Coding with Eyes: Visual Feedback Unlocks Reliable GUI Code Generating and Debugging
Summary: arXiv:2604.19750v1 Announce Type: cross
The field of code generation has witnessed significant advancements with the advent of Large Language Model (LLM)-based agents. Despite the progress made, these agents predominantly utilize text-output-based feedback for debugging, particularly in multi-round scenarios. A critical area where these methods face challenges is in graphical user interfaces (GUIs), which inherently involve visual information.
The Challenges in GUI Code Generation
Current agent methods encounter two primary limitations when dealing with GUI applications:
- Event-Driven Nature: GUI programs are event-driven, meaning that they react to user interactions. Existing methods often lack the capability to simulate these interactions, which is essential for triggering the underlying logic of GUI elements.
- Visual Attributes: GUI applications possess a variety of visual attributes that are difficult to assess using text-based approaches. This limitation hampers the ability to determine if the rendered interface meets user needs and expectations.
Introducing InteractGUI Bench
To systematically tackle these challenges, researchers have introduced InteractGUI Bench, an innovative benchmark that includes 984 commonly used real-world desktop GUI application tasks.
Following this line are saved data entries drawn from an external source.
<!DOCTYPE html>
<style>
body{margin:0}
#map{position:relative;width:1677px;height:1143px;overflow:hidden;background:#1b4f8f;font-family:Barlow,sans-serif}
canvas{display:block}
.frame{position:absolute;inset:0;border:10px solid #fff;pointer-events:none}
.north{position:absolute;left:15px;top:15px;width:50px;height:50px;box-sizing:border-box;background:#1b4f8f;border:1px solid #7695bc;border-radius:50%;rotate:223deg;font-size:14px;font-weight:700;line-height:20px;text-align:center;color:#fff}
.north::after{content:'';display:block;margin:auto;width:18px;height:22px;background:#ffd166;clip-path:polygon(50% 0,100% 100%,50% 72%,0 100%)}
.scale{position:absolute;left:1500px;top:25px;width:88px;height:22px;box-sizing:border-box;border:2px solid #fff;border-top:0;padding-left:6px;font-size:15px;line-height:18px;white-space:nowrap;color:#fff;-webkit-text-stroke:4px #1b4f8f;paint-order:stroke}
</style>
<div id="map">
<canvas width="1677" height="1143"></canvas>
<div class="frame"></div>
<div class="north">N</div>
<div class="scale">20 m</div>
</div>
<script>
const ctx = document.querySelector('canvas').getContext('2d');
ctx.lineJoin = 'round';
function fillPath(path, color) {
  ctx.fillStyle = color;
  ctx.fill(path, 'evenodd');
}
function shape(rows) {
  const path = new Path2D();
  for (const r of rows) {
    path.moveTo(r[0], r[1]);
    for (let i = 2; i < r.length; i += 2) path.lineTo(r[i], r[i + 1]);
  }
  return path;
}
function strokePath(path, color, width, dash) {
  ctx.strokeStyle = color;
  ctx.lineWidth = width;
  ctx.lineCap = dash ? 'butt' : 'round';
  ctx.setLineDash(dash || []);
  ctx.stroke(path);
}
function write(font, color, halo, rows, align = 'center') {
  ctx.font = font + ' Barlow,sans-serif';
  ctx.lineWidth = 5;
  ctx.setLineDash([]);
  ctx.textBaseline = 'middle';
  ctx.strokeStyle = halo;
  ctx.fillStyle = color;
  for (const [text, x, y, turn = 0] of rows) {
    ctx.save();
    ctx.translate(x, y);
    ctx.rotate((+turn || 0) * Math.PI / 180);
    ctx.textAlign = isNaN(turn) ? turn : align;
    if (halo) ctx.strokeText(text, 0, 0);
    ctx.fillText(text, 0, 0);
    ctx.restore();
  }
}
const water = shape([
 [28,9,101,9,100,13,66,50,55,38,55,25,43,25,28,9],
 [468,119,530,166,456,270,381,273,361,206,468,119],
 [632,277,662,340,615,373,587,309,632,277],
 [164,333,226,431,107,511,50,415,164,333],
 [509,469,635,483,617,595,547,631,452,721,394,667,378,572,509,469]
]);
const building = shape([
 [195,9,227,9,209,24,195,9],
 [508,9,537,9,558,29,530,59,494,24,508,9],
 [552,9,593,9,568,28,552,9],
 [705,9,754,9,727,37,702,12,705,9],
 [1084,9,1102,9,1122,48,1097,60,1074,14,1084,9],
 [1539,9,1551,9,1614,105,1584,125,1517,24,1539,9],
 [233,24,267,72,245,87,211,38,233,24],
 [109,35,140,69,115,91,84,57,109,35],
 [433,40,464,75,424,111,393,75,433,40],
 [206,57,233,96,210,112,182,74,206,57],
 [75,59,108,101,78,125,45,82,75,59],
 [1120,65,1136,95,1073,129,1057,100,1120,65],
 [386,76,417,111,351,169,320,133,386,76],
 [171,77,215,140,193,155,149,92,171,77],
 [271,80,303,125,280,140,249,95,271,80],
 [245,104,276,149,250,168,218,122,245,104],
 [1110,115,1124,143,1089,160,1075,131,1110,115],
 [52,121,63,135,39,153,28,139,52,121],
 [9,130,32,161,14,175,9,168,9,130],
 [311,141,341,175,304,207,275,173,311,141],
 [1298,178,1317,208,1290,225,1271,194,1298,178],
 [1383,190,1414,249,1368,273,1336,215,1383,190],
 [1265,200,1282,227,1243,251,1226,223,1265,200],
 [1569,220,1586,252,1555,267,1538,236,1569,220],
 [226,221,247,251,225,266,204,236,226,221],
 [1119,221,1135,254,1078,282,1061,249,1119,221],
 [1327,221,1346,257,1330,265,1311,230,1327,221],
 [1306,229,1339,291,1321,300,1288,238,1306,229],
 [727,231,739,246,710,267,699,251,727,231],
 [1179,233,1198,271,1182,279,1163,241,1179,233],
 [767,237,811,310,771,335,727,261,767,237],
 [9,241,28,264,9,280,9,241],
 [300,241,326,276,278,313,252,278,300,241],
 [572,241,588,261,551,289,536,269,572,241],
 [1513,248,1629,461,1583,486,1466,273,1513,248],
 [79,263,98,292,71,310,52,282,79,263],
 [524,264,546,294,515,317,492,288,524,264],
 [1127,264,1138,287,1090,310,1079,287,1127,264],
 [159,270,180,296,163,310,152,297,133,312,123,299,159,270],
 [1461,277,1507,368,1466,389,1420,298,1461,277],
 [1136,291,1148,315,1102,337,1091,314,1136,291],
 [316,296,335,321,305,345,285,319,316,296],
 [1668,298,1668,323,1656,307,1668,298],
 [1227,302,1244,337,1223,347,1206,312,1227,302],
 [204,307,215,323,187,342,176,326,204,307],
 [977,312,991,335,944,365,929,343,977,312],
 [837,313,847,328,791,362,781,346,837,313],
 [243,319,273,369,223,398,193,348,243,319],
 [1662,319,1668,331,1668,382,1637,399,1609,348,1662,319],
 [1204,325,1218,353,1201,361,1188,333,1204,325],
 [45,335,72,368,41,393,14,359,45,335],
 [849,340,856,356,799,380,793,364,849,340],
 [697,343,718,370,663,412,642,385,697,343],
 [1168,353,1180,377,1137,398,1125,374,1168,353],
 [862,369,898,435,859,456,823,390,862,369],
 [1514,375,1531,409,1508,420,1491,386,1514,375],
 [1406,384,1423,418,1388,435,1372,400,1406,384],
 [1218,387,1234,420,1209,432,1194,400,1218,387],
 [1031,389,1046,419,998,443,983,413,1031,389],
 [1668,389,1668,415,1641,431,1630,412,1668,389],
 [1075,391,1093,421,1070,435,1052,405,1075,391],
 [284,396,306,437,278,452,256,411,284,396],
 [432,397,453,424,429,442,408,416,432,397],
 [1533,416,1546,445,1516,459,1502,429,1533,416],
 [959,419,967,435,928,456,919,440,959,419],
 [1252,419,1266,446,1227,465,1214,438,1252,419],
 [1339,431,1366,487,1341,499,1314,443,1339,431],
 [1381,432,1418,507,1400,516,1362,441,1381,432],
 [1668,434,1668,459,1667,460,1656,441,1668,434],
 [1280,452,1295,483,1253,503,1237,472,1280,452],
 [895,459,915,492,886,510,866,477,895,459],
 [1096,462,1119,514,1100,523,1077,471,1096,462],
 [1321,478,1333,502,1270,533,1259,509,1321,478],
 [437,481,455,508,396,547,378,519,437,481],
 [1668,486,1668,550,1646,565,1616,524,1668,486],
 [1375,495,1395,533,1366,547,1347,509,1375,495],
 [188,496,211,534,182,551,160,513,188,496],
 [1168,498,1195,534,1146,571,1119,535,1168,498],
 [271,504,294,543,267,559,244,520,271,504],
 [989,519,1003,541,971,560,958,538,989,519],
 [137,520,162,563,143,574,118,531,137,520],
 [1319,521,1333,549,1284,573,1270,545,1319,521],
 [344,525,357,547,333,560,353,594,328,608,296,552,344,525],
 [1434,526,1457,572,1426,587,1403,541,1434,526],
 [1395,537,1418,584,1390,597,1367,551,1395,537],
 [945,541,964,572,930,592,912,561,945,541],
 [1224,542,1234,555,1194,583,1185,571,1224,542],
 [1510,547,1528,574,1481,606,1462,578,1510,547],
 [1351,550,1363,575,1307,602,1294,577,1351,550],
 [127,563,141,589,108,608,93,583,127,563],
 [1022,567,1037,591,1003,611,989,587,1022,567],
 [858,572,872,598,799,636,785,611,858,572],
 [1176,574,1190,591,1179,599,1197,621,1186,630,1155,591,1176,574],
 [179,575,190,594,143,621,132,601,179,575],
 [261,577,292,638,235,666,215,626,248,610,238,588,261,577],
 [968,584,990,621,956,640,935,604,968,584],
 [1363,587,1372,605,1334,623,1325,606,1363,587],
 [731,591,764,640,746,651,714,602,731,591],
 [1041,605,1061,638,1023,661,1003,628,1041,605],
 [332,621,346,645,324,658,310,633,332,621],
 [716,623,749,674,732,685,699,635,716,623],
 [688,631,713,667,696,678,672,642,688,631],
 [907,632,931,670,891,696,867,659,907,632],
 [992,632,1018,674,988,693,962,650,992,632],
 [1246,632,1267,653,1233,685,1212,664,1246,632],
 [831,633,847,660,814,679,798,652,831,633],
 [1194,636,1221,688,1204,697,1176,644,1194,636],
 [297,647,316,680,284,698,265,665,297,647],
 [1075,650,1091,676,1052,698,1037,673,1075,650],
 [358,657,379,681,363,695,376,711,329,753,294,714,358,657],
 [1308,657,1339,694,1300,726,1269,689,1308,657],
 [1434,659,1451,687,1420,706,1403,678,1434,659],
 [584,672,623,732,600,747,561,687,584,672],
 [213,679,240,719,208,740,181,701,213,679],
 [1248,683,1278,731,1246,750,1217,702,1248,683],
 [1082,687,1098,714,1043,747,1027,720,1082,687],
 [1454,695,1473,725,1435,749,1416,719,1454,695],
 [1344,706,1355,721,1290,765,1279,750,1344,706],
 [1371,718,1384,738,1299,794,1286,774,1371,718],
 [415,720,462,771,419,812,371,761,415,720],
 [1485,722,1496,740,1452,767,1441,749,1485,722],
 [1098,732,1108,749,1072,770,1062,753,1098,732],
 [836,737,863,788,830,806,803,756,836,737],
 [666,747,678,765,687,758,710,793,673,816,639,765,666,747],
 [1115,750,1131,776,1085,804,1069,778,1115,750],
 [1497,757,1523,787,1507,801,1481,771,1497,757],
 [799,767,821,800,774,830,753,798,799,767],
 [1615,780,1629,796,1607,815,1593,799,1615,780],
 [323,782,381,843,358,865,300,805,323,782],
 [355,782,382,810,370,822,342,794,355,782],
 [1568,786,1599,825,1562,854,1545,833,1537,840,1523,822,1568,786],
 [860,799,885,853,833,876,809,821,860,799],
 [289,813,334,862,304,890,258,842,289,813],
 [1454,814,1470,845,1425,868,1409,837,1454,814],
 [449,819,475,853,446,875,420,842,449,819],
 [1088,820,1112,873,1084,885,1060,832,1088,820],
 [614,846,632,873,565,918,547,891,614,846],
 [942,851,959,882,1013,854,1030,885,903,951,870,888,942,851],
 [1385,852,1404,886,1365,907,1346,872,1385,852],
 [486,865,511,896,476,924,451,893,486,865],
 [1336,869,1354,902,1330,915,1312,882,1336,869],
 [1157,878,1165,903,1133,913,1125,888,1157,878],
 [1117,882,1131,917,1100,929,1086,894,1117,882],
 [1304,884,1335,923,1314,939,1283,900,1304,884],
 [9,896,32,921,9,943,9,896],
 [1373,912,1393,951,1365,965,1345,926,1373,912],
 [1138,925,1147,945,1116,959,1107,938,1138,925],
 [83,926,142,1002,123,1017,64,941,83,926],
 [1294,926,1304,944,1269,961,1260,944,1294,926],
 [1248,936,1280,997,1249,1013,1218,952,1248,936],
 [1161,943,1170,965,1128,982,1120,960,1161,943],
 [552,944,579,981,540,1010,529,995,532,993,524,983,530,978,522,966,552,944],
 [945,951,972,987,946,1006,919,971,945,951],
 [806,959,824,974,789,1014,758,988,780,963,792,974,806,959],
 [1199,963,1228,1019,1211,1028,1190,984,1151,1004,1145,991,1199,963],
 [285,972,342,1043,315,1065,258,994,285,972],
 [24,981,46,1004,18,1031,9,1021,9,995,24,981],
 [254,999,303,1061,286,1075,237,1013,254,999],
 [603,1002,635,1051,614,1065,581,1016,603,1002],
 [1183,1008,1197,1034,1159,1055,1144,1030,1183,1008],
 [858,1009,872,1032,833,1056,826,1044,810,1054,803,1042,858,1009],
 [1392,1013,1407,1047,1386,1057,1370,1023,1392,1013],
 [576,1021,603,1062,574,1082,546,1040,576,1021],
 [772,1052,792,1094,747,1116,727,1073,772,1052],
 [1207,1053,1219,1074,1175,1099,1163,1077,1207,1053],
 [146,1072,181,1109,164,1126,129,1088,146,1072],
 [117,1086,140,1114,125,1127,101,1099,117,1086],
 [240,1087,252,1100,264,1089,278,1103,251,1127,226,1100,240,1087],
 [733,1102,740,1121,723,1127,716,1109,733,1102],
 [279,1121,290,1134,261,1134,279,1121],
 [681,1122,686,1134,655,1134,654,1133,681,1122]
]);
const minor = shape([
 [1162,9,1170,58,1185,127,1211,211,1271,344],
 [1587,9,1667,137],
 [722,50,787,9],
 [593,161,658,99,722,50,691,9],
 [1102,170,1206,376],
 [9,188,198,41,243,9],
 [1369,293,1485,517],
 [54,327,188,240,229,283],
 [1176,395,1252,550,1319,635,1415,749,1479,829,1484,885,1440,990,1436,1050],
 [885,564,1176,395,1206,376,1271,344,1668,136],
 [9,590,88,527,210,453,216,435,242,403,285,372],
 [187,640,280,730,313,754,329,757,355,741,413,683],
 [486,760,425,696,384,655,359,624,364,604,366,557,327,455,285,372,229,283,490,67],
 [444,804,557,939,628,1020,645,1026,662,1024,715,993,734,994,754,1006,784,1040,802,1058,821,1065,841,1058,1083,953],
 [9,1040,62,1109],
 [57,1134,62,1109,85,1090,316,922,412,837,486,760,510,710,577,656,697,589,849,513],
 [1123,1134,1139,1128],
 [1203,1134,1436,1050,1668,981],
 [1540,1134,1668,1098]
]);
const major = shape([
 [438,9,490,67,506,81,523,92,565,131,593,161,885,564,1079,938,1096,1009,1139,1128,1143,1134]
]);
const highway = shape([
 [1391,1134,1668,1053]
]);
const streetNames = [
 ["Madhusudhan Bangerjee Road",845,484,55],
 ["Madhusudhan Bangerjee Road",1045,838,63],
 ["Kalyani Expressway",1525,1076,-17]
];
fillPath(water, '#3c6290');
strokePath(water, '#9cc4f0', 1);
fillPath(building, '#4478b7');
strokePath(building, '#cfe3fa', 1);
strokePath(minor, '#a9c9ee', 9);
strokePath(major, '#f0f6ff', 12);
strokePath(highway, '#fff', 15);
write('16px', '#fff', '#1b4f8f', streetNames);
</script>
This benchmark is designed for a fine-grained evaluation of both interaction logic and visual structure in GUI applications, providing a comprehensive framework for testing and improving GUI code generation methods.
VF-Coder: A Vision-Feedback-Based Multi-Agent System
In conjunction with the InteractGUI Bench, researchers have developed VF-Coder, a vision-feedback-based multi-agent system specifically aimed at debugging GUI code. VF-Coder leverages visual information and interacts directly with program interfaces, allowing it to identify potential logic and layout issues in a manner akin to human users.
Results and Effectiveness
The effectiveness of the VF-Coder approach is evident in its performance on the InteractGUI Bench. The success rate of Gemini-3-Flash, an existing model, improved from 21.68% to 28.29% when using VF-Coder. Additionally, the visual score for the same model rose from 0.4284 to 0.5584, underscoring the impact of integrating visual feedback into the debugging process of GUI applications.
Conclusion
These developments signify a pivotal advancement in the realm of GUI code generation and debugging. By addressing the inherent challenges faced by traditional text-based methods, the incorporation of visual feedback through systems like VF-Coder and benchmarks like InteractGUI Bench opens new avenues for creating more reliable and user-friendly GUI applications. The future of code generation may very well depend on the ability of AI systems to “see” and interact with user interfaces, much like human developers do.